Finding Sanity in Solitude

  • Posted on: 18 June 2021

The year 2019 was an absolutely favouring time for me. My journey as a student had just begun, it was a great feeling to finally be part of a prestigious University such as NUST. The year was filled with new experiences, faces and most importantly, added knowledge. It was truly the ‘university experience’ I had yearned for. The following year, which was my second year, I was hopeful it would be better and offer even more, but it turned out to be less of the norm. On March 13th 2020, Namibia reported its first positive Coronavirus case, and it left everyone in limbo, including myself.

The experience I once wanted so much was halted as the whole country went into lockdown. This was for a time span of nearly three months, which was not ideal for a productive student, as myself. My classes were now being offered online, which was new and hard to adjusting to. Communication was now moving into a more digital era and it was not easy at all as I found it hard to get by and being unable to maximise my full potential in the way that I intended, in the beginning of my journey.

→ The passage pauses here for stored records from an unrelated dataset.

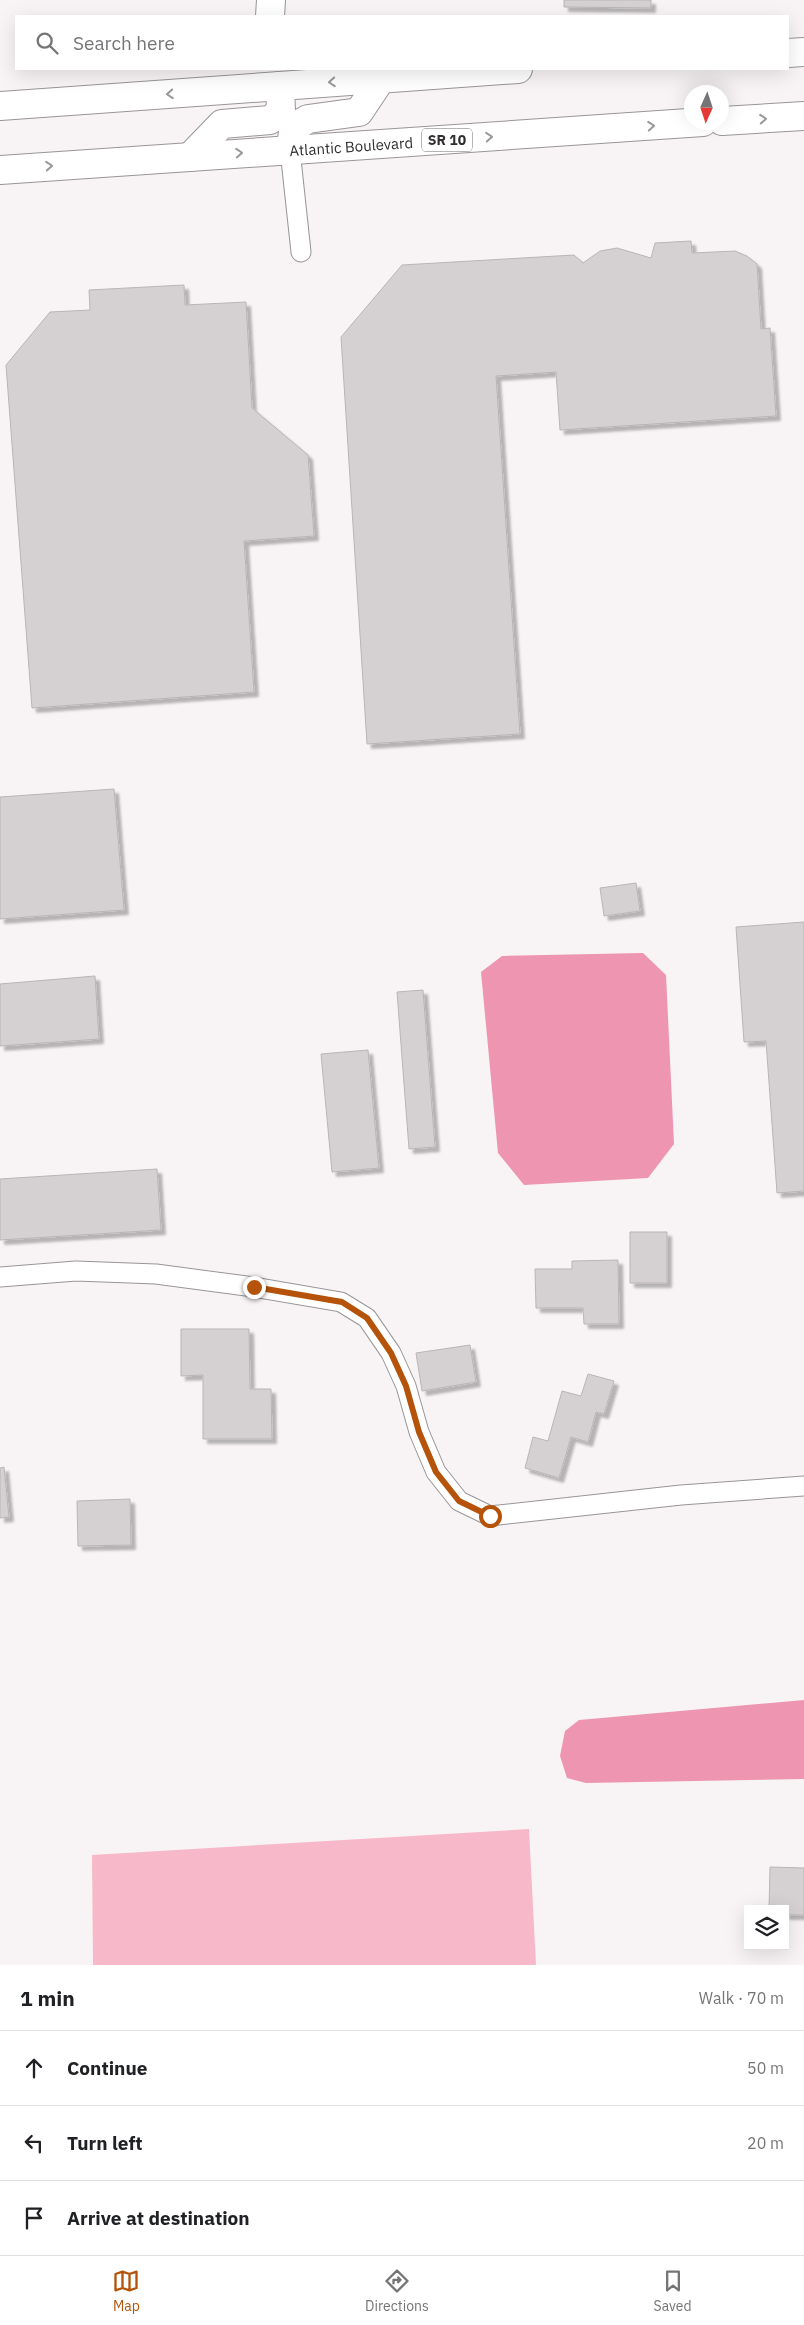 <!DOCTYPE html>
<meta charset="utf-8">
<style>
:root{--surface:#fff;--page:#f2f2f2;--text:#202124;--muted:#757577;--line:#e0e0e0;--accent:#b45309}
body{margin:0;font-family:"IBM Plex Sans",sans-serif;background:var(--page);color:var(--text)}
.controls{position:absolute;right:15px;bottom:15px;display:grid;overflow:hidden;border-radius:0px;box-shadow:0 5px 20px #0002}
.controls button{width:45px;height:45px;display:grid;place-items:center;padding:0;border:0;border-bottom:1px solid var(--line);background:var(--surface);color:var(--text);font:25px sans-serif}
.compass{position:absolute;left:684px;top:85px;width:45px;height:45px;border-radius:50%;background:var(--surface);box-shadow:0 5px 20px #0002;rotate:183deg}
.stop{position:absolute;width:15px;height:15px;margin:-11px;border:4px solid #b45309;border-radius:50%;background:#fff}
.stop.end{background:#b45309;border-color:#fff;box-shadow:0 1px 5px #0008}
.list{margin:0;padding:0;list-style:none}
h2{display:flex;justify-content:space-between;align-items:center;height:65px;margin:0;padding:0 20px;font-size:21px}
h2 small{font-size:16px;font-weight:400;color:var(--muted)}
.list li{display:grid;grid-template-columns:32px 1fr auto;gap:15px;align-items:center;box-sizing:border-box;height:75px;padding:0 20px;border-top:1px solid var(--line)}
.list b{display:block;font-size:19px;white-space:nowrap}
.list em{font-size:16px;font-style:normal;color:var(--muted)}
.icon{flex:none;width:28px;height:28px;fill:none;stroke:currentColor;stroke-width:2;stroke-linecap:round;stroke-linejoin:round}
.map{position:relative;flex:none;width:804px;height:1965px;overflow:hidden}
.search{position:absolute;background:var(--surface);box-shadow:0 5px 20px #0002;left:15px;right:15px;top:15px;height:55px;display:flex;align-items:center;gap:12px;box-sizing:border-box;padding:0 18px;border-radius:0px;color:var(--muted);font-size:19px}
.sheet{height:290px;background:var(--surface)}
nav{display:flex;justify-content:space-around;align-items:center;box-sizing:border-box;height:70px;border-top:1px solid var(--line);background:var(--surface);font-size:14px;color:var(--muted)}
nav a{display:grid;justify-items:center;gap:2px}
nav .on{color:var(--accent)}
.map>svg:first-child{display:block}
</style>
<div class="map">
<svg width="804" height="1965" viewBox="0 0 804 1965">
<defs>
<filter id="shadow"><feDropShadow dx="4.5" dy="4.5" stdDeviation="1" flood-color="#0004"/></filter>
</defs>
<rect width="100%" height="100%" fill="#f8f4f5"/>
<path fill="#f7b8ca" d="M 529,1829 L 536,1965 L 93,1965 L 92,1855 Z"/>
<path fill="#ee95b1" d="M 643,953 L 666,975 L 674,1144 L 648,1178 L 524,1185 L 498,1153 L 481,972 L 502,956 Z
M 804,1700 L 804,1779 L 586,1783 L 567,1778 L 560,1756 L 565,1731 L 579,1720 Z"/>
<path fill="#d5d1d2" stroke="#b9b5b6" filter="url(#shadow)" d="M 564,0 L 651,0 L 651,8 L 564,7 Z
M 691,241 L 692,253 L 735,251 L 747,256 L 757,264 L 761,329 L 770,328 L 776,416 L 560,430 L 556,372 L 496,376 L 520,734 L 367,744 L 341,337 L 402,265 L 574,255 L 583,263 L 600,251 L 617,248 L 651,258 L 655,243 Z
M 184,285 L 185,305 L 246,302 L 252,408 L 308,455 L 314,536 L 244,541 L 254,692 L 32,708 L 6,365 L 50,312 L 90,310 L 89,290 Z
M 114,789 L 124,910 L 0,919 L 0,797 Z
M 636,883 L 640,911 L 604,916 L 600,888 Z
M 804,922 L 804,1191 L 777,1193 L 766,1041 L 744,1042 L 736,927 Z
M 95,976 L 99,1039 L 0,1046 L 0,984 Z
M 423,990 L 435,1147 L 409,1149 L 397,992 Z
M 368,1050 L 379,1168 L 332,1172 L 321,1054 Z
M 157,1169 L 161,1230 L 0,1240 L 0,1179 Z
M 630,1232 L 667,1232 L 667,1283 L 630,1283 Z
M 618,1260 L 619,1324 L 584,1324 L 583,1308 L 536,1308 L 535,1269 L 572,1269 L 572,1261 Z
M 181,1329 L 249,1329 L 250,1389 L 271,1389 L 272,1439 L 203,1439 L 203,1375 L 181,1376 Z
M 470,1345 L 476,1382 L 422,1391 L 416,1353 Z
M 588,1374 L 614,1381 L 604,1414 L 596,1412 L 588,1442 L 571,1437 L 559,1478 L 525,1468 L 533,1437 L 548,1441 L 562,1391 L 581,1396 Z
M 4,1467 L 9,1517 L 0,1518 L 0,1468 Z
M 130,1499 L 131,1545 L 78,1546 L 77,1501 Z
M 770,1867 L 804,1868 L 804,1915 L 785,1915 L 785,1909 L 769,1909 Z"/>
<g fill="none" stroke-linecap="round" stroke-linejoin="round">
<defs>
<path id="lane" d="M 290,150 L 301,252
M 0,1277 L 76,1271 L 156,1274 L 254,1287 L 341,1302 L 367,1318 L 391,1353 L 406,1386 L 419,1432 L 436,1472 L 459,1501 L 490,1516 L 681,1495 L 804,1486"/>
<path id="secondary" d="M 270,16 L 271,0"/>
<g id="highway">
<path d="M 788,53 L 804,52"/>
<path d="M 0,106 L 518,69"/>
<path d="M 722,121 L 804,116"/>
<path d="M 290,150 L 294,127 L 308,119 L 359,112 L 381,79"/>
<path d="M 190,157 L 222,124 L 270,120 L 281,111 L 280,86"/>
<path id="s1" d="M 0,170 L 703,122"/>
</g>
</defs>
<use href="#lane" stroke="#999596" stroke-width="21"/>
<use href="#secondary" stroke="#999596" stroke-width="30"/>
<use href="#highway" stroke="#999596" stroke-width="30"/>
<use href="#lane" stroke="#fff" stroke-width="19"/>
<use href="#secondary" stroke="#fff" stroke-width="28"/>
<use href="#highway" stroke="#fff" stroke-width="28"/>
</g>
<defs><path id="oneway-chevron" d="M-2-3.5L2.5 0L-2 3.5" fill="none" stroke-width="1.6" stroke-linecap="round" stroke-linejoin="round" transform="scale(1.25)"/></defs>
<g stroke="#989797">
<use href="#oneway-chevron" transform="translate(332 82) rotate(176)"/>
<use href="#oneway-chevron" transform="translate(170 94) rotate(176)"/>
<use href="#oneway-chevron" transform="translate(763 119) rotate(-4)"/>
<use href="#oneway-chevron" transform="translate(651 126) rotate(-4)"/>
<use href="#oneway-chevron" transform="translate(489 137) rotate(-4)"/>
<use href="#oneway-chevron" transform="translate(239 153) rotate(-4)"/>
<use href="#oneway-chevron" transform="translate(49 166) rotate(-4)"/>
</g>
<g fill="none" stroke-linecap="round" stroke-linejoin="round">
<path stroke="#b45309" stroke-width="6" d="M 254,1287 L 342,1302 L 367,1318 L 391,1353 L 406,1386 L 419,1432 L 436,1472 L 459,1501 L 490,1516"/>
</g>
<g text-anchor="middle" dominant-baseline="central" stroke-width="4" stroke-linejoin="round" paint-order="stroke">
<rect fill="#fff" stroke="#6f6d6d" stroke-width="1" x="422" y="128.5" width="50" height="23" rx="4"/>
<g font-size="14" font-weight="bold" fill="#312f2f">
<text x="447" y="140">SR 10</text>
</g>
<g font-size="15" fill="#312f2f" stroke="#fff">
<text stroke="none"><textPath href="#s1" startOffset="352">Atlantic Boulevard</textPath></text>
</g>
</g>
</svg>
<div class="controls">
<button><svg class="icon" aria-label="layers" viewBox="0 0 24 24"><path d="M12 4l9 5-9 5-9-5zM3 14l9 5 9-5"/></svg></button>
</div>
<svg class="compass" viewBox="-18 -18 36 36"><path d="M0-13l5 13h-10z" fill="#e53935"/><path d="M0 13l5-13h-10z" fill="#757577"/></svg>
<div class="stop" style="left:490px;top:1516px"></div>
<div class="stop end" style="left:254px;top:1287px"></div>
<div class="search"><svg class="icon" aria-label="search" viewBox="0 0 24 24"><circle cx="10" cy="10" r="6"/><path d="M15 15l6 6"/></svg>Search here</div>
</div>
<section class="sheet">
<h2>1 min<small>Walk · 70 m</small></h2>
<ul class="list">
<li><svg class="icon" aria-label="ahead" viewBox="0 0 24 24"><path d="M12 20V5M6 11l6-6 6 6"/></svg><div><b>Continue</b></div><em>50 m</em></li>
<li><svg class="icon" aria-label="left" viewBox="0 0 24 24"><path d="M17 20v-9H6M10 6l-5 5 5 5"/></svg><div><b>Turn left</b></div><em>20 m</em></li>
<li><svg class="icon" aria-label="arrive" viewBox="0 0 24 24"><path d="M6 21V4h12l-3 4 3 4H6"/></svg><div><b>Arrive at destination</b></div></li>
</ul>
</section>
<nav>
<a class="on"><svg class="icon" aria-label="map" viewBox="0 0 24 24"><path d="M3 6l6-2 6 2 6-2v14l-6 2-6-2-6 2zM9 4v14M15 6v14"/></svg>Map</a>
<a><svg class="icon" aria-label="directions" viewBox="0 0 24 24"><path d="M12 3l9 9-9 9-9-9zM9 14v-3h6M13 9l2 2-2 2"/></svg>Directions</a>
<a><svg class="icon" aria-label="saved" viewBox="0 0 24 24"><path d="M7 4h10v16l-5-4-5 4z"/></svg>Saved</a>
</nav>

During this confusing time, being alone was now a state of comfortability. One needed to keep themselves busy in every possible way to avoid going into a depressive mode amidst the global pandemic. I began picking up on creative ways to stay sane such as drawing, dancing, and sewing, since they were things I never had time to do, but finally got into. Sometimes I would virtually reach out to my friends and family. It was not the same, yet we reconnected and it helped fill the void. Other times I would just go outside and sit in the sun. I missed going to places, since we were not allowed any movement into the country.

Being in solitude has personally been beneficial to me, as it gave me time to rejuvenate and reflect on my life. I believe learning to be alone is something everyone needs to master as it gives one a broader perspective on their journey and finding oneself. Being in solitude is all-in-all not a bad thing. It builds character and understanding of life in various ways. This experience gave me more than just time to spare, but an outlook on my world in a more detailed way.